OBJETIVO. Determinar a incidência e os fatores de risco relacionados a infecção do trato urinário (ITU) em pacientes submetidos à sondagem vesical de demora (SVD).
MÉTODOS E CASUÍSTICA. Cento e trinta e seis pacientes submetidos à SVD entre maio e dezembro de 1993 no Hospital Universitário(HU) da Universidade Federal de Santa Catarina (UFSC). Estudo observacional de coorte contemporânea, não-controlado, em pacientes submetidos a SVD, que foram seguidos desde a inserção até a remoção da sonda. Culturas de urina no ato da inserção e da retirada foram realizadas em meios convencionais para bactérias aeróbicas; também foi cultivado material obtido com "swab" do meato uretral. Na análise estatística usou-se métodos paramétricos para variáveis categóricas e contínuas, e análise multivariada para determinação de fatores de risco para ITU.
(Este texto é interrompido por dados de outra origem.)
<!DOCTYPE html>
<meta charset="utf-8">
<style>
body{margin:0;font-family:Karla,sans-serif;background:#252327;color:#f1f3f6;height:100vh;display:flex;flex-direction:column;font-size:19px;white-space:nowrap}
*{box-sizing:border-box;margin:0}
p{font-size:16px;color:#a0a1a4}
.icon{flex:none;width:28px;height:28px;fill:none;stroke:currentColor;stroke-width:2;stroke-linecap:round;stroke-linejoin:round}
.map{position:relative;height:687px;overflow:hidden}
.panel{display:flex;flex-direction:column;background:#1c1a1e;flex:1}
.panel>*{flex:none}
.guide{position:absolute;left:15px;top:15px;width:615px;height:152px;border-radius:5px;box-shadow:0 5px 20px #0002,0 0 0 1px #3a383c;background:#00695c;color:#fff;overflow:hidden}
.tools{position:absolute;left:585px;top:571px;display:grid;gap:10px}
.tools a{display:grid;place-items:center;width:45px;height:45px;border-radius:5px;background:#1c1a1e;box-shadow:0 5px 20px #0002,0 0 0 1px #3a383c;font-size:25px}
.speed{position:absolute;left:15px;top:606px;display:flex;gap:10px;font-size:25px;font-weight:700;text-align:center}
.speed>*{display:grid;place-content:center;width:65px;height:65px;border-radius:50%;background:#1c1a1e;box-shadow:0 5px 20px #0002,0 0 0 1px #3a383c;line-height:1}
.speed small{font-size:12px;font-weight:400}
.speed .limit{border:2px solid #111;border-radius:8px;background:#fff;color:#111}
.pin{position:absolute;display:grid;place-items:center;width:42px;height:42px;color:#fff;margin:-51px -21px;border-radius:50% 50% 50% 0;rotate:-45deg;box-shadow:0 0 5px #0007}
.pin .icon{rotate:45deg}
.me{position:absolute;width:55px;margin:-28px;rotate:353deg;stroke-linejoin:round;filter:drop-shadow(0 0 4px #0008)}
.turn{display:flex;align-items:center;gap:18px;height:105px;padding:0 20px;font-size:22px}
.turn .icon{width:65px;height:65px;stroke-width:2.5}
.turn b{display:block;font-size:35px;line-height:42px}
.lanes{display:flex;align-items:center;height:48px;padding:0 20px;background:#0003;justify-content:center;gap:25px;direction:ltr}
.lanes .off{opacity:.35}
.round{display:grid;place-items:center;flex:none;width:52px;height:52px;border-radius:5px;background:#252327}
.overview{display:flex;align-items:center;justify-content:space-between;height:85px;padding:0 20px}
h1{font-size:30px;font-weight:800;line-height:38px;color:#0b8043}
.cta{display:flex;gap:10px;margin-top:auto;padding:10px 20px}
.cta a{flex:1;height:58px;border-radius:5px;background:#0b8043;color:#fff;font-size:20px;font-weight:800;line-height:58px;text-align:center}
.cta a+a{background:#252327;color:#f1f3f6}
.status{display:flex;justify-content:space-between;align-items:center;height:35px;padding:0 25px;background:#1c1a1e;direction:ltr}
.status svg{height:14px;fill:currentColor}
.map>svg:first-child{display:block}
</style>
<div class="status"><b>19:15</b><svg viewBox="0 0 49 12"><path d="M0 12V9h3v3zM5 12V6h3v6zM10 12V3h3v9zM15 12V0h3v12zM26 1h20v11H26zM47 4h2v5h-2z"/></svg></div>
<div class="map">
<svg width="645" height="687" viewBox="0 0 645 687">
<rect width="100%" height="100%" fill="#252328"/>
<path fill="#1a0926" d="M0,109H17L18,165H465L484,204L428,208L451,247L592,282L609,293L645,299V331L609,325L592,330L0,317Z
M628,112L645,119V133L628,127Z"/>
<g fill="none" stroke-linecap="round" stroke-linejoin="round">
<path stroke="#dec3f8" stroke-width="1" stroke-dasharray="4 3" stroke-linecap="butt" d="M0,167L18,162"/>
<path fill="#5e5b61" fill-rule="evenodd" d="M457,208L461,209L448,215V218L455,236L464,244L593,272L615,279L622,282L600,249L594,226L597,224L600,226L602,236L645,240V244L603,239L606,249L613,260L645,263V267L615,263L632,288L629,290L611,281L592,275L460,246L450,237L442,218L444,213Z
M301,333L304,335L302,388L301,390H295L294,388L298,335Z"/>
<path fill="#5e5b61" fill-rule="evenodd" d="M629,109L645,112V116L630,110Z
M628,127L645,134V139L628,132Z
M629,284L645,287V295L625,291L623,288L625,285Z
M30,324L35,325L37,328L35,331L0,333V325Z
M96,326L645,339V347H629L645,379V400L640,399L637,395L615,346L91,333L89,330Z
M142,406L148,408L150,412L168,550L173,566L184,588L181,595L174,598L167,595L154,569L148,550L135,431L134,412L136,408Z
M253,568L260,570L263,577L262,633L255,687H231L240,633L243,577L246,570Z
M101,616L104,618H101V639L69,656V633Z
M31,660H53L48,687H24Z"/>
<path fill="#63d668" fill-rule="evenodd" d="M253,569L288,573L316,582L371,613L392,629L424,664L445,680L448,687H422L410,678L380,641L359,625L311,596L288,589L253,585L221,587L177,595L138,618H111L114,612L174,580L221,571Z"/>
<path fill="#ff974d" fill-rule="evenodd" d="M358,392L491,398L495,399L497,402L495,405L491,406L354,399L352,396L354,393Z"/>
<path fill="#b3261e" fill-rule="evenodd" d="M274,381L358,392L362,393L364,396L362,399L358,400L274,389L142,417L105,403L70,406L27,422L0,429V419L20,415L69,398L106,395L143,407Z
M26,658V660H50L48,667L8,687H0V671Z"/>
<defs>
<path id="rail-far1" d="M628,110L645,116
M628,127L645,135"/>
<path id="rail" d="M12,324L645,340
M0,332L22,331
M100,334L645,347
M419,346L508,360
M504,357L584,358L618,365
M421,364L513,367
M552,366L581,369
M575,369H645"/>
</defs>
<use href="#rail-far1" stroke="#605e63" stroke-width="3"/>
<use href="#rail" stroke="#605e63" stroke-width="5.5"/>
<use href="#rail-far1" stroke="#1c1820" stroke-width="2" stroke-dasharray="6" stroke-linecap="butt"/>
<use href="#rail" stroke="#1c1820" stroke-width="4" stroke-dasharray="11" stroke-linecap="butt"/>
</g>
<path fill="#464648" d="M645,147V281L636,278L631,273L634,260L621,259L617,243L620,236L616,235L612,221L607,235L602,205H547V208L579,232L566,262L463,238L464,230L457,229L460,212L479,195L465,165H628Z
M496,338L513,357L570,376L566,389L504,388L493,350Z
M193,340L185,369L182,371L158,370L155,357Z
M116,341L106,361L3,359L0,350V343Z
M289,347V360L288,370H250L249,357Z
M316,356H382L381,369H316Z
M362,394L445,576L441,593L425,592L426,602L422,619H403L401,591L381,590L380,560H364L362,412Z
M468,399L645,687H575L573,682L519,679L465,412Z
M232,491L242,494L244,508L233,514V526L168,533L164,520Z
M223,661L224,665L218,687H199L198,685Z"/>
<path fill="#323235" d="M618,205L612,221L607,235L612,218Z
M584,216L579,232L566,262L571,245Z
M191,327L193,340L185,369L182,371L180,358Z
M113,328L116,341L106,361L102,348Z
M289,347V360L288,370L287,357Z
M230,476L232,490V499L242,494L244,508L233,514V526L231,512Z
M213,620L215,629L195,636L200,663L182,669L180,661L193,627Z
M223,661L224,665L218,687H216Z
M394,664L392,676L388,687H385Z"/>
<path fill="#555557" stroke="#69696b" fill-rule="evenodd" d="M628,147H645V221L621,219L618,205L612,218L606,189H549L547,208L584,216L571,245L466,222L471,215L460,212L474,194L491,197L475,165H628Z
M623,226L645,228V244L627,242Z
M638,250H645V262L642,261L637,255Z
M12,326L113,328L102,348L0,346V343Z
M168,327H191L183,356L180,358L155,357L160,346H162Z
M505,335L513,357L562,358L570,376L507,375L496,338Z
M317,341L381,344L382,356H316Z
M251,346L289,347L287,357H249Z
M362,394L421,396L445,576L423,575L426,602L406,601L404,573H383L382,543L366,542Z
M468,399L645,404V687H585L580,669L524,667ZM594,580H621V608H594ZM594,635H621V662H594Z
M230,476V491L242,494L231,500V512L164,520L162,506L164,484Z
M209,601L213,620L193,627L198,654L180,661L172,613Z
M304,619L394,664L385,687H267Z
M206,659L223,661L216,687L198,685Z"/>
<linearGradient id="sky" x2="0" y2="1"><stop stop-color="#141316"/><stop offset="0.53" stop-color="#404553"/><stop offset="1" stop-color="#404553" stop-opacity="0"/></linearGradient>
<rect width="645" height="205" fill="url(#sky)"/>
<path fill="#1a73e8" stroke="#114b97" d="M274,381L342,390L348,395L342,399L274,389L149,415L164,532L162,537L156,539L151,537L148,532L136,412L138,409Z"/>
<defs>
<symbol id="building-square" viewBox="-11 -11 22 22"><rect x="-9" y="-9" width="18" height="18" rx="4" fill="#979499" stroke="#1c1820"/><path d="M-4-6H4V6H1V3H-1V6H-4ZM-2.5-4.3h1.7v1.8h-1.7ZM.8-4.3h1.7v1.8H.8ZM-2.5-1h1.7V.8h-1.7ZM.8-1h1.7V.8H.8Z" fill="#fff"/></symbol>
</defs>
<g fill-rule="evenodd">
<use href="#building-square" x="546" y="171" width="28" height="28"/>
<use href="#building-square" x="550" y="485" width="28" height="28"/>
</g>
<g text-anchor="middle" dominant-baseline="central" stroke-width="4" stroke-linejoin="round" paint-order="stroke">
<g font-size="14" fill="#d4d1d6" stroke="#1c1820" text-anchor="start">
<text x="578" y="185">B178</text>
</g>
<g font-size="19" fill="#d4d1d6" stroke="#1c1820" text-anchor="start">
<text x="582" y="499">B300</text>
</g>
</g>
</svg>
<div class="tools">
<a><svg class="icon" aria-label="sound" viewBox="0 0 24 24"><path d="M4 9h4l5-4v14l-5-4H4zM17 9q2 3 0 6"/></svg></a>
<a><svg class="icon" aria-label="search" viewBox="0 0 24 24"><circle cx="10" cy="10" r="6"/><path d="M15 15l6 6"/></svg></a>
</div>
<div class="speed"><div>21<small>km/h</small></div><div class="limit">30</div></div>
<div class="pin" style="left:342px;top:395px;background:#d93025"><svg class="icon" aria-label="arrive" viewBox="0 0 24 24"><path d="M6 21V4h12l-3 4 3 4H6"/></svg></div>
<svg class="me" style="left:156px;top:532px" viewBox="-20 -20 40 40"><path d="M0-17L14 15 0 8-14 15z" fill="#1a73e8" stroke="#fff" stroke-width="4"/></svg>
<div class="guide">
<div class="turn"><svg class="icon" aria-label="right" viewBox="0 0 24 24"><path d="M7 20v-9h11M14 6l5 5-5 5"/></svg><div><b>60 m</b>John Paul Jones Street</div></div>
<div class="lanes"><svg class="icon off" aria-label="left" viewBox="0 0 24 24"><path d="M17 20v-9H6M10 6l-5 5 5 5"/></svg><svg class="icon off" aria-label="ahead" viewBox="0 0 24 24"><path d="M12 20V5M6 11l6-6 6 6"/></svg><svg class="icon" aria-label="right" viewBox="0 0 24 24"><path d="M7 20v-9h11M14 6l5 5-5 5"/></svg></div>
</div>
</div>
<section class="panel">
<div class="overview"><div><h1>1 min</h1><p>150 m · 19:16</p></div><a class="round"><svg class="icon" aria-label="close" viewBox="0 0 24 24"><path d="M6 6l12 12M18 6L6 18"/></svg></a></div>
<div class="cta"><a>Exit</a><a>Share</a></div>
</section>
RESULTADOS. A incidência de ITU associada a SVD nesta amostra foi de 11 % . Na análise univariada três fatores foram significativos estatisticamente: a doença de base (clínica ou cirúrgica) (p=0,01), a permanência em uma clínica durante a internação(p=0,02) e a duração (em dias) da cateterização (p= 0,00003) Na análise multivariada, somente a duração da sondagem vesical foi preditiva para ITU (p = 0,03).
CONCLUSÕES. A incidência de ITU relacionada a SVD na amostra analisada foi de 11,0%, porque no HU da UFSC existe um controle dos fatores de risco alteráveis. A duração da sondagem vesical é um importante fator de risco para este problema. Recomenda-se limitar ao mínimo necessário o tempo de cateterização em pacientes internados.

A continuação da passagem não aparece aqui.